◆ Problem requirements ◆
Copy out each line below in which the string "panel" appears.

◆ Extracted information ◆
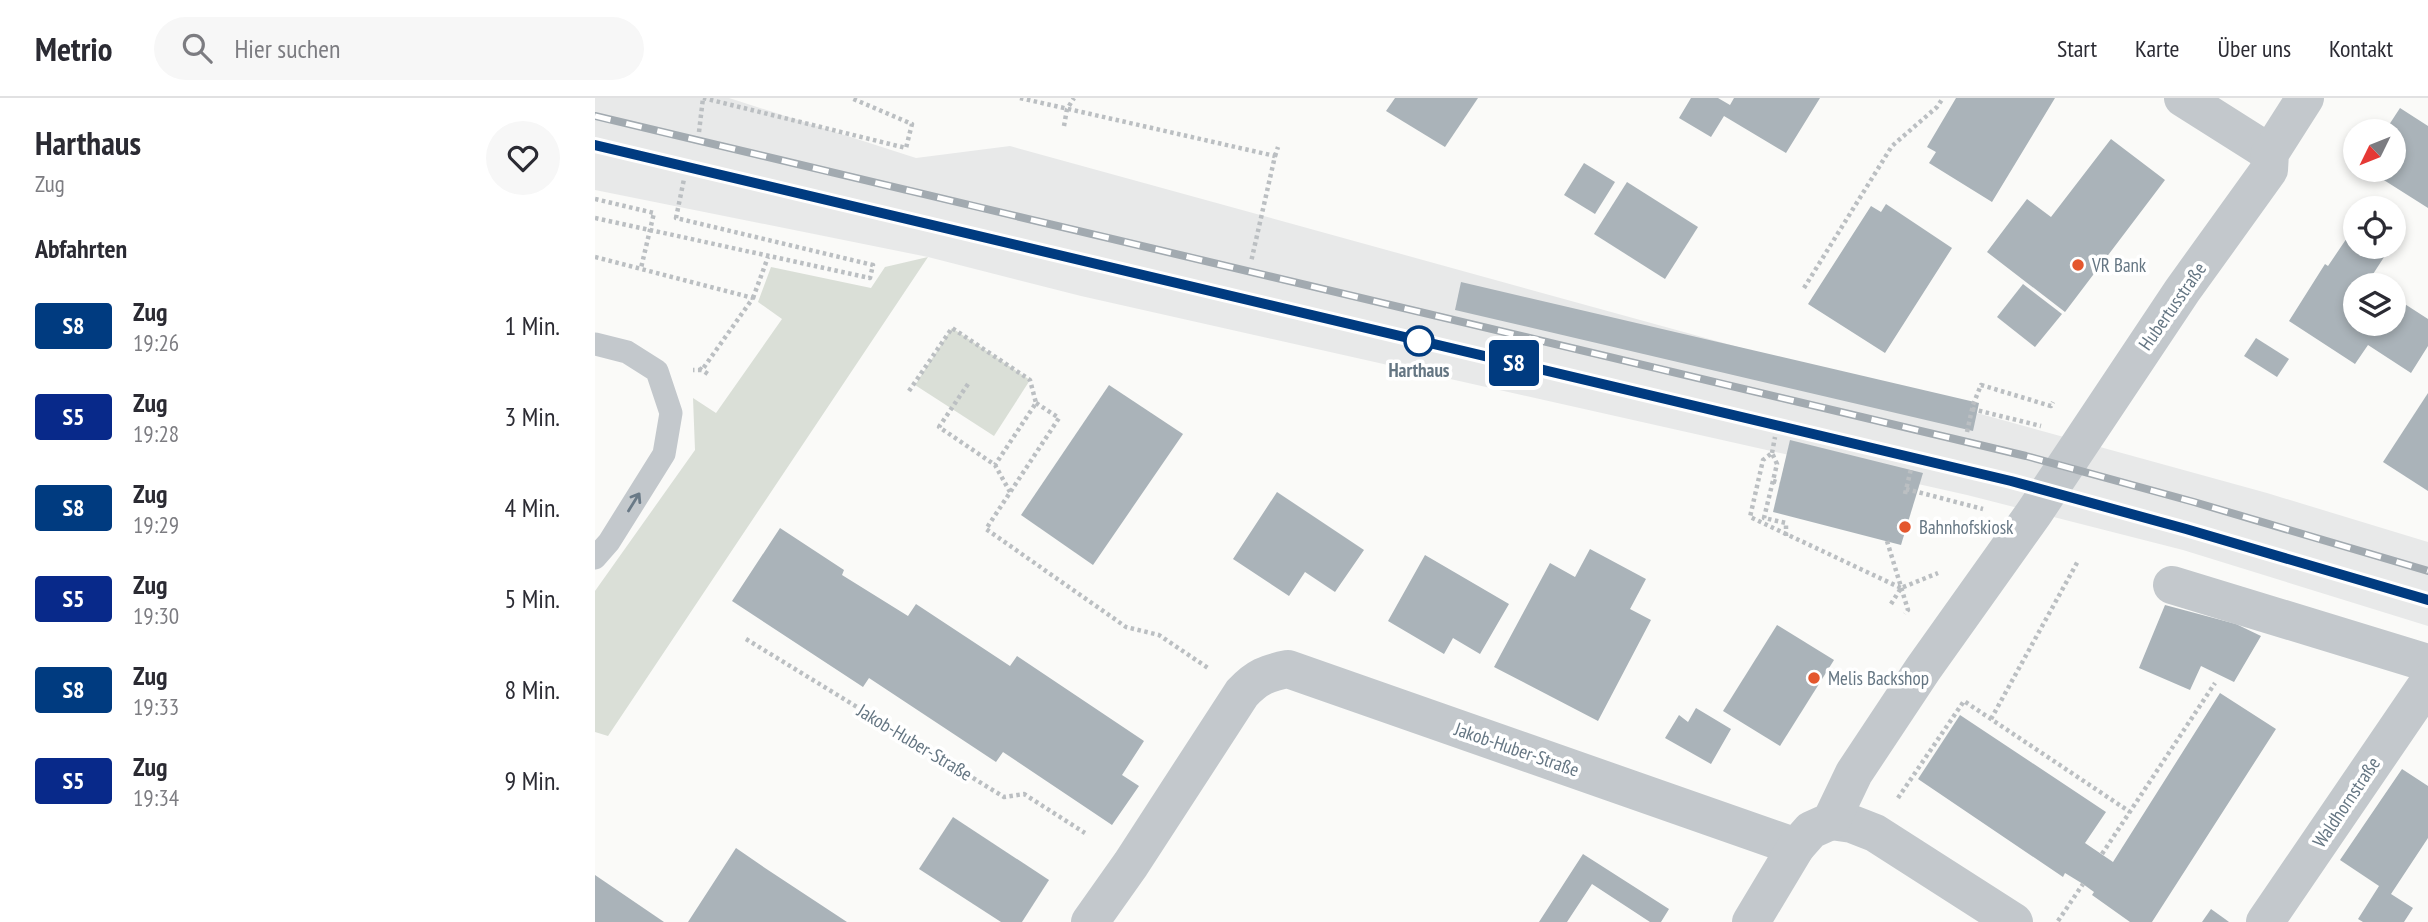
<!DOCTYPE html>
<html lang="de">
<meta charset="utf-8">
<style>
body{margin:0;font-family:"PT Sans Narrow",sans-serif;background:#f7f7f7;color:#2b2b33;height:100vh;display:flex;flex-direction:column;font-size:26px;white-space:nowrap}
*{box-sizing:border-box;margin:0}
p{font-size:23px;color:#7c7c81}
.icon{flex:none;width:38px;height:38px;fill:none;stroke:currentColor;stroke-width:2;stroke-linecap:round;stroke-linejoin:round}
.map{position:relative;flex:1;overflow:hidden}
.panel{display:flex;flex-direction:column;background:#fff;width:595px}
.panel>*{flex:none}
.badge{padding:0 14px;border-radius:5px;font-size:24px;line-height:46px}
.needle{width:46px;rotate:227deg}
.buttons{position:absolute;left:1748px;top:21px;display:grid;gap:14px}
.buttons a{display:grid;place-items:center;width:63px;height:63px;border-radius:50%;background:#fff;box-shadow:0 4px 10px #0003;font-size:35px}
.map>.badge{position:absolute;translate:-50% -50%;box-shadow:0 0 0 4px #fff}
h2{padding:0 35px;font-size:26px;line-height:63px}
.round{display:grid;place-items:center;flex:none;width:74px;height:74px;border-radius:37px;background:#f7f7f7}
.headline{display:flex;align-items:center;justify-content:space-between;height:119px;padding:0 35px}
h1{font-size:33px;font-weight:800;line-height:52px}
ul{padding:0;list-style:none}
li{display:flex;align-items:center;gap:21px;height:91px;padding:0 35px}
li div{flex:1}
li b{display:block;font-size:26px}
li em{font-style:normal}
li .badge{min-width:77px;font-weight:700;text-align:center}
header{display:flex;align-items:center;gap:42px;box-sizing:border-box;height:98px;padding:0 35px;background:#fff;border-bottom:2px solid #e1e1e2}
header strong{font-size:33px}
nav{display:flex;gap:38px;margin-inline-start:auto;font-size:24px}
.search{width:490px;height:63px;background:#f7f7f7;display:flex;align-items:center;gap:18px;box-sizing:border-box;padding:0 24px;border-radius:38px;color:#7c7c81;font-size:26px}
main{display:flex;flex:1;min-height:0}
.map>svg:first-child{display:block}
.built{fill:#e8e9e9}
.green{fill:#dadfd7}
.building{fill:#aab3b9}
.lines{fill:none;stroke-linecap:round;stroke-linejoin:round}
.path{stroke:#bbbfc2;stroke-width:4.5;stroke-dasharray:3.5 3.5;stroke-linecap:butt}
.service{stroke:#c3c8cc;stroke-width:23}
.minor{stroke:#c3c8cc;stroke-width:38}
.rail-casing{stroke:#a2aab0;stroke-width:8}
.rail{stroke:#fff;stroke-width:5;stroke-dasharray:16;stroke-linecap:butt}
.oneway{stroke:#6a7a87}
.line-casing{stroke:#fff;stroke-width:16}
.line{stroke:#003b80;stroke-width:10}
.poi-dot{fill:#e4572e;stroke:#fff;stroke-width:2.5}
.stop-dot{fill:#fff;stroke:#003b80;stroke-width:3.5}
.labels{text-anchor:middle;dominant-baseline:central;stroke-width:7;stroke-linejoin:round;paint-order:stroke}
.poi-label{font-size:19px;fill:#657683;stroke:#fff;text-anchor:start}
.street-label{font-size:19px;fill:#657683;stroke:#fff}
.stop-label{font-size:19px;font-weight:bold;fill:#657683;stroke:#fff}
</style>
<header>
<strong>Metrio</strong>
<div class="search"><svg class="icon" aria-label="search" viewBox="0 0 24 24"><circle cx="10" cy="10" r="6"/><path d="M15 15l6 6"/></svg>Hier suchen</div>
<nav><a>Start</a><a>Karte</a><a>Über uns</a><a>Kontakt</a></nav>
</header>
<main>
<section class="panel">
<div class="headline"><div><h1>Harthaus</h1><p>Zug</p></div><a class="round"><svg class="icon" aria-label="heart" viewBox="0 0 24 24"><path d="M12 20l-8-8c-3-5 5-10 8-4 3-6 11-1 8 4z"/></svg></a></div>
<h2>Abfahrten</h2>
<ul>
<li><span class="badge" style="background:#003b80;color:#fff">S8</span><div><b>Zug</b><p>19:26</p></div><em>1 Min.</em></li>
<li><span class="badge" style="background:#08298a;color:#fff">S5</span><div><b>Zug</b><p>19:28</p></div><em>3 Min.</em></li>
<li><span class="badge" style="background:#003b80;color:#fff">S8</span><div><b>Zug</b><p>19:29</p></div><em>4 Min.</em></li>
<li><span class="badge" style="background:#08298a;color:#fff">S5</span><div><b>Zug</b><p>19:30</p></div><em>5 Min.</em></li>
<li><span class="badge" style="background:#003b80;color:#fff">S8</span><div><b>Zug</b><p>19:33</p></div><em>8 Min.</em></li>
<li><span class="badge" style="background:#08298a;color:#fff">S5</span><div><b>Zug</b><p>19:34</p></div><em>9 Min.</em></li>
</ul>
</section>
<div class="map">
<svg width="1833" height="824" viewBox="0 0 1833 824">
<rect width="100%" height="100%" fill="#fafaf8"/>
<!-- built -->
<path class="built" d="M 0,0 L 134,0 L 321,60 L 415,48 L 1672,395 L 1833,444 L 1833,528 L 1588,452 L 1372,397 L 486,198 L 333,159 L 0,92 Z"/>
<!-- green -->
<g class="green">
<path d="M 333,159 L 13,638 L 0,634 L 0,493 L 100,352 L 98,300 L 121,315 L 187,221 L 163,204 L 176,169 L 276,190 L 290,169 Z"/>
<path d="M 357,230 L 435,282 L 399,338 L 320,287 Z"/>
</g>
<!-- building -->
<g class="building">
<path d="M 800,0 L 883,0 L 850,49 L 791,13 Z"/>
<path d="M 1096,0 L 1123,0 L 1135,7 L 1139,0 L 1225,0 L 1191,55 L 1129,18 L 1116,39 L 1084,20 Z"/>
<path d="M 1361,0 L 1460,0 L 1397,104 L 1334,65 L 1341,54 L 1332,49 Z"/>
<path d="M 1805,10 L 1833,28 L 1833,110 L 1773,72 L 1799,72 L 1799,33 L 1790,33 Z"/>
<path d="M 1516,41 L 1570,82 L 1470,214 L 1392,154 L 1432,101 L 1456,119 Z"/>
<path d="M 989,65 L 1020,84 L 1000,116 L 969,97 Z"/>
<path d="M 1032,84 L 1103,129 L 1070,181 L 999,136 Z"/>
<path d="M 1291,106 L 1357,150 L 1290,255 L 1213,206 L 1276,108 L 1286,114 Z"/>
<path d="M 1756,134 L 1760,136 L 1760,149 L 1780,149 L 1791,156 L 1771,187 L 1760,187 L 1760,226 L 1799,226 L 1799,206 L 1802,201 L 1833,221 L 1833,248 L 1816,275 L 1773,247 L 1760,266 L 1694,223 L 1730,166 L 1733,168 Z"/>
<path d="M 866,184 L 1384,305 L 1378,333 L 860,212 Z"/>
<path d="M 1428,186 L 1467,216 L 1440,249 L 1402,219 Z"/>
<path d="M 1661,240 L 1694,261 L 1682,279 L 1649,258 Z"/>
<path d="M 514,287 L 588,336 L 498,467 L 426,417 Z"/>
<path d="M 1833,295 L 1833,393 L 1788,364 Z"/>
<path d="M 1195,342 L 1328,375 L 1306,447 L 1178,414 Z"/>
<path d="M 682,394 L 769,452 L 740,494 L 710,474 L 694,498 L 638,461 Z"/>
<path d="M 185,430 L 249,472 L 247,477 L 313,518 L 321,506 L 415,568 L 422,558 L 549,643 L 527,677 L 544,688 L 517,727 L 408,654 L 401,664 L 274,580 L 268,589 L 137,503 Z"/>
<path d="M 995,451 L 1051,481 L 1035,511 L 1056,522 L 1003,623 L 899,569 L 955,465 L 980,479 Z"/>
<path d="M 830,457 L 914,506 L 885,556 L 858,540 L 849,556 L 793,523 Z"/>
<path d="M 1570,507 L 1641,526 L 1666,538 L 1639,584 L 1606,568 L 1595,592 L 1544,570 Z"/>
<path d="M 1182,527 L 1239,562 L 1185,648 L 1128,613 Z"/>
<path d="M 1625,595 L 1681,631 L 1557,824 L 1535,824 L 1497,797 L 1499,794 L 1488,786 L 1470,775 L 1468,779 L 1323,681 L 1365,617 L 1511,714 L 1490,745 L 1518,764 Z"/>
<path d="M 1101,610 L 1136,631 L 1116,666 L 1070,640 L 1084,617 L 1093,624 Z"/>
<path d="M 1807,671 L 1833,688 L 1833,740 L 1796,796 L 1818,810 L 1809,824 L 1768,824 L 1763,821 L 1784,788 L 1745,762 Z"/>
<path d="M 358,719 L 454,782 L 427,824 L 406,824 L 324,771 Z"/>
<path d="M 141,750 L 173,772 L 252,824 L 93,824 Z"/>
<path d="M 988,756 L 1074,811 L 1066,824 L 1055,824 L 997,786 L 972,824 L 944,824 Z"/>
<path d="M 0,777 L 69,824 L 0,824 Z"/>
<path d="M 1616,811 L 1630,821 L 1634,824 L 1607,824 Z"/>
</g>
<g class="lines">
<!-- path -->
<g class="path">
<path d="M 108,0 L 311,50 L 317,26 L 256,0"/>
<path d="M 425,0 L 680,58 L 656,164"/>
<path d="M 469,28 L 472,11 L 479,0"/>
<path d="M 104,34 L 108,0"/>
<path d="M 680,58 L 683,49"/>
<path d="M 0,101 L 59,115 L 46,170"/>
<path d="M 0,120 L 275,180 L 278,167 L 81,120 L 89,81"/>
<path d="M 0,159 L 158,200 L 107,272 L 98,272"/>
<path d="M 1209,190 L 1297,48 L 1342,9 L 1348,0"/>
<path d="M 158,200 L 173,159"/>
<path d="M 104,270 L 113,276"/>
<path d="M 373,286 L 344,329 L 400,367 L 415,394"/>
<path d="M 314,293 L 357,230 L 435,282 L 441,305 L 400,367"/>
<path d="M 441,305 L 464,320 L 391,431 L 531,529 L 564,537 L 613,570"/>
<path d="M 1377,311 L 1446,328"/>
<path d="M 1372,334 L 1378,307 L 1386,287 L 1456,308 L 1458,304"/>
<path d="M 1177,355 L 1180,339"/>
<path d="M 1178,383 L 1185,385"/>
<path d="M 1311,391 L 1388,411"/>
<path d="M 1310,396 L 1316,371"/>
<path d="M 1191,438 L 1191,425 L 1169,420 L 1182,366 L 1177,355 L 1168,362 L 1155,419 L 1306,490"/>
<path d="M 1292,443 L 1313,512 L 1310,516"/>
<path d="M 1296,506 L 1306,490 L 1343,475"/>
<path d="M 151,541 L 409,699 L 429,696 L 490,735"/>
<path d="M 1396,621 L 1483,463"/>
<path d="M 1303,700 L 1369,603 L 1535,714"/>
<path d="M 1507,756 L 1620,585"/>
<path d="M 1463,823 L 1488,786"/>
</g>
<!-- service -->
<path class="service" d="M 0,246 L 32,254 L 62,273 L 76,315 L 69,356 L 14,444 L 0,460"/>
<!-- minor -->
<g class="minor">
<path d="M 1588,0 L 1675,55"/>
<path d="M 1577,487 L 1833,565"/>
<path d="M 1236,723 L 1257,726 L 1280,735 L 1419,824"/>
<path d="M 495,824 L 536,766 L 647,595 C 662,579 672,575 693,571 L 1201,749"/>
<path d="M 1156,824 L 1201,749 L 1216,732 L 1236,723 L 1259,675 L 1328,571 L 1439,415 L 1587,193 L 1674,72 L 1675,55 L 1710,0"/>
<path d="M 1670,824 L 1833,585"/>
</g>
<defs>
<g id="rail">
<path d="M 0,18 L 1431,358 L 1599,404 L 1833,473"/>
<path d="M 0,47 L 1416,383 L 1591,431 L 1833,502"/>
</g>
</defs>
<!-- rail casing -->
<use href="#rail" class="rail-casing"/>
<!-- rail -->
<use href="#rail" class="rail"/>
</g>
<!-- one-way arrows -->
<defs><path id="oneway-shaft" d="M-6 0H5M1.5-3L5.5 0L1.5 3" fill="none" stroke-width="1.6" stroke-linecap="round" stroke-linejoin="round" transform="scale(1.75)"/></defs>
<use class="oneway" href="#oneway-shaft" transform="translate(39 404) rotate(-58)"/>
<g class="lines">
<defs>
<path id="line" d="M 0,47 L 1416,383 L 1591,431 L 1833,502"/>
</defs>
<!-- line casing -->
<use href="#line" class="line-casing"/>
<!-- line -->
<use href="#line" class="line"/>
</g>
<!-- markers -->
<g class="poi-dot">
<circle cx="1483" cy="167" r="7"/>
<circle cx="1310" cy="429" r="7"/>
<circle cx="1219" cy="580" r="7"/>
</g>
<circle class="stop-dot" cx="824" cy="243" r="14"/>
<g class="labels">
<!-- poi labels -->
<g class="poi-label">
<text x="1497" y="167">VR Bank</text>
<text x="1324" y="429">Bahnhofskiosk</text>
<text x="1233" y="580">Melis Backshop</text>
</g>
<!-- street labels -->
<g class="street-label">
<text transform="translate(1577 208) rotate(-55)">Hubertusstraße</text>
<text transform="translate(320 644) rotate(31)">Jakob-Huber-Straße</text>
<text transform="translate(922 651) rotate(19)">Jakob-Huber-Straße</text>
<text transform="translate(1751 704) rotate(-56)">Waldhornstraße</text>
</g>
<!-- stop labels -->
<g class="stop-label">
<text x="824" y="272">Harthaus</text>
</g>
</g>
</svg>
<div class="buttons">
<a><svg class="needle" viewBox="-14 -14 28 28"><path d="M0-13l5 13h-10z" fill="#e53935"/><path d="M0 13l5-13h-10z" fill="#7c7c81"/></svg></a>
<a><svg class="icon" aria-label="locate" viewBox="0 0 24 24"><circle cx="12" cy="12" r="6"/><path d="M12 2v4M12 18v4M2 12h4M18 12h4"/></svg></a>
<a><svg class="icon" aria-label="layers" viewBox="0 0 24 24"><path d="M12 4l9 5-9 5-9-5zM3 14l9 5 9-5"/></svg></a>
</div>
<b class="badge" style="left:919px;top:265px;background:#003b80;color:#fff">S8</b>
</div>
</main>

◆ Task result ◆
.panel{display:flex;flex-direction:column;background:#fff;width:595px}
.panel>*{flex:none}
<section class="panel">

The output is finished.